The controller auto-detects server mode during AgentRun reconciliation. If any skill sidecar has requiresServer: true in its SkillPack definition, the effective mode becomes server — no manual configuration required.

# In a SkillPack definition
spec:
  sidecar:
    requiresServer: true    # Triggers serving mode
    ports:
      - name: http
        containerPort: 8080

Reconciliation flow

  1. Pending — Controller detects requiresServer: true on a resolved sidecar and calls reconcilePendingServer():
  2. Ensures the sympozium-agent ServiceAccount exists
  3. Creates ephemeral RBAC for the skill
  4. Generates an API key Secret (if not provided)
  5. Builds and creates a Deployment with the sidecar container
  6. Creates a ClusterIP Service exposing the sidecar ports
  7. Transitions the AgentRun to Serving phase

  8. Serving — Controller periodically monitors the Deployment:

  9. Checks Deployment health (ready replicas)
  10. Attempts to create an HTTPRoute if a Kubernetes Gateway is configured and ready
  11. Requeues every 30 seconds (no timeout enforcement — server runs are indefinite)

  12. Deletion — When the AgentRun is deleted:

  13. The Deployment, Service, and HTTPRoute are garbage-collected via ownerReferences
  14. Skill RBAC (Roles, ClusterRoles, Bindings) is cleaned up by the finalizer

AgentRun lifecycle phases

Pending → Serving → (deleted)
           Failed   (if Deployment disappears or creation errors)

The Serving phase is unique to server-mode runs.
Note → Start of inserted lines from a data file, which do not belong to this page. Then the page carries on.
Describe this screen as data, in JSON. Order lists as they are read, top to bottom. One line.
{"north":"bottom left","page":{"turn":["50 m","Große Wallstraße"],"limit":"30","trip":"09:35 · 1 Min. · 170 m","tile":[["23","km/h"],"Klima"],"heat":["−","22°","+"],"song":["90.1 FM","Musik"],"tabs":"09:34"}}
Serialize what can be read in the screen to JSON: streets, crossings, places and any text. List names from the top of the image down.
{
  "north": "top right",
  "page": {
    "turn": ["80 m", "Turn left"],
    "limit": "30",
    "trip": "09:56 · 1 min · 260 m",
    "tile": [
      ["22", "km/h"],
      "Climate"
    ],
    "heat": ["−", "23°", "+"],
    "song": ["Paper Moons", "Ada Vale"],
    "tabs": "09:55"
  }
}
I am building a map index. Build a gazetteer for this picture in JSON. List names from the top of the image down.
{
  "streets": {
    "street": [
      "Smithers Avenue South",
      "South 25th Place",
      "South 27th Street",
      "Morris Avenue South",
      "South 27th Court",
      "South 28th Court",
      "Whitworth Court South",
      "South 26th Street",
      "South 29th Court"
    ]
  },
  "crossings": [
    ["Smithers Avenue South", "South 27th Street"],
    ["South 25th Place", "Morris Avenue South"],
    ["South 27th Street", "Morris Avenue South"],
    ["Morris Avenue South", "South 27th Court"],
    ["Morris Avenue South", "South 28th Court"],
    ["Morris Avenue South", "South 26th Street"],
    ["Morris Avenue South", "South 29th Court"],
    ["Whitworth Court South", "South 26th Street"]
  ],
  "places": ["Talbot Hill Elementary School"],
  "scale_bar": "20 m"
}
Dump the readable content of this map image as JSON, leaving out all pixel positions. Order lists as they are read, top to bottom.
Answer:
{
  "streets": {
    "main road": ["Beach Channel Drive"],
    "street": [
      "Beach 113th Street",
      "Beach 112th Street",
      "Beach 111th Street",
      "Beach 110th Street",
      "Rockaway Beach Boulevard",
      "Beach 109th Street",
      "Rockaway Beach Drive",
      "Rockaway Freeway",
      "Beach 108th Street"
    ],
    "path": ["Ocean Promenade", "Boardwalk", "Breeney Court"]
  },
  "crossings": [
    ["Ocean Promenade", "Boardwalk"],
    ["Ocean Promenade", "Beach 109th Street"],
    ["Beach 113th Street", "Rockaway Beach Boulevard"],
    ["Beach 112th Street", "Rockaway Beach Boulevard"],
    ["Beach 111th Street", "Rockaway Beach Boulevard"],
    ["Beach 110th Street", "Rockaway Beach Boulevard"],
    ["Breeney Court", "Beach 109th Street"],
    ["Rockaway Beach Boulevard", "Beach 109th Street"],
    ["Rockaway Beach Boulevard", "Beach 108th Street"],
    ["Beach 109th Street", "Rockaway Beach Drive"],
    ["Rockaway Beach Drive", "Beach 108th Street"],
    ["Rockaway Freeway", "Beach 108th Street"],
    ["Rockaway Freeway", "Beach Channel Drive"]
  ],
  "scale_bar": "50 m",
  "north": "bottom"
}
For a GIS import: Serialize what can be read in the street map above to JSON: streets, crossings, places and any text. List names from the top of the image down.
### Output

It indicates the Deployment is active and the controller is monitoring it.


API types

AgentRunSpec

type AgentRunSpec struct {
    // Mode is "task" (default, Job) or "server" (Deployment).
    // Typically auto-detected from skill sidecars.
    Mode string `json:"mode,omitempty"`
    // ...
}

AgentRunStatus

type AgentRunStatus struct {
    Phase          AgentRunPhase `json:"phase,omitempty"`
    DeploymentName string        `json:"deploymentName,omitempty"` // Server mode only
    ServiceName    string        `json:"serviceName,omitempty"`    // Server mode only
    // ...
}

SkillSidecar

type SkillSidecar struct {
    RequiresServer bool         `json:"requiresServer,omitempty"` // Triggers server mode
    Ports          []SidecarPort `json:"ports,omitempty"`          // Exposed by the Service
    // ...
}

Gateway integration

When a Kubernetes Gateway API is configured via SympoziumConfig, the controller automatically creates an HTTPRoute for server-mode runs:

  1. Reads SympoziumConfig named default in sympozium-system
  2. Checks spec.gateway.enabled and status.gateway.ready
  3. Derives hostname: explicit hostname param → <instance>.<baseDomain> → skip
  4. Creates an HTTPRoute pointing to the server Service on port 8080
Internet → Gateway → HTTPRoute → Service → Deployment (web-proxy)
                                         Creates AgentRun Jobs
                                         per incoming request

If no gateway is configured, the Service remains ClusterIP-only — accessible within the cluster via <service>.<namespace>.svc.


Metrics

Serving mode exposes OpenTelemetry metrics:

Metric Type Description
sympozium.web_endpoint.serving Counter Incremented when a server-mode Deployment is created
sympozium.web_endpoint.gateway_not_ready Counter Incremented when HTTPRoute creation is skipped due to unready gateway
sympozium.web_endpoint.route_created Counter Incremented when an HTTPRoute is successfully created

All metrics include the sympozium.instance attribute.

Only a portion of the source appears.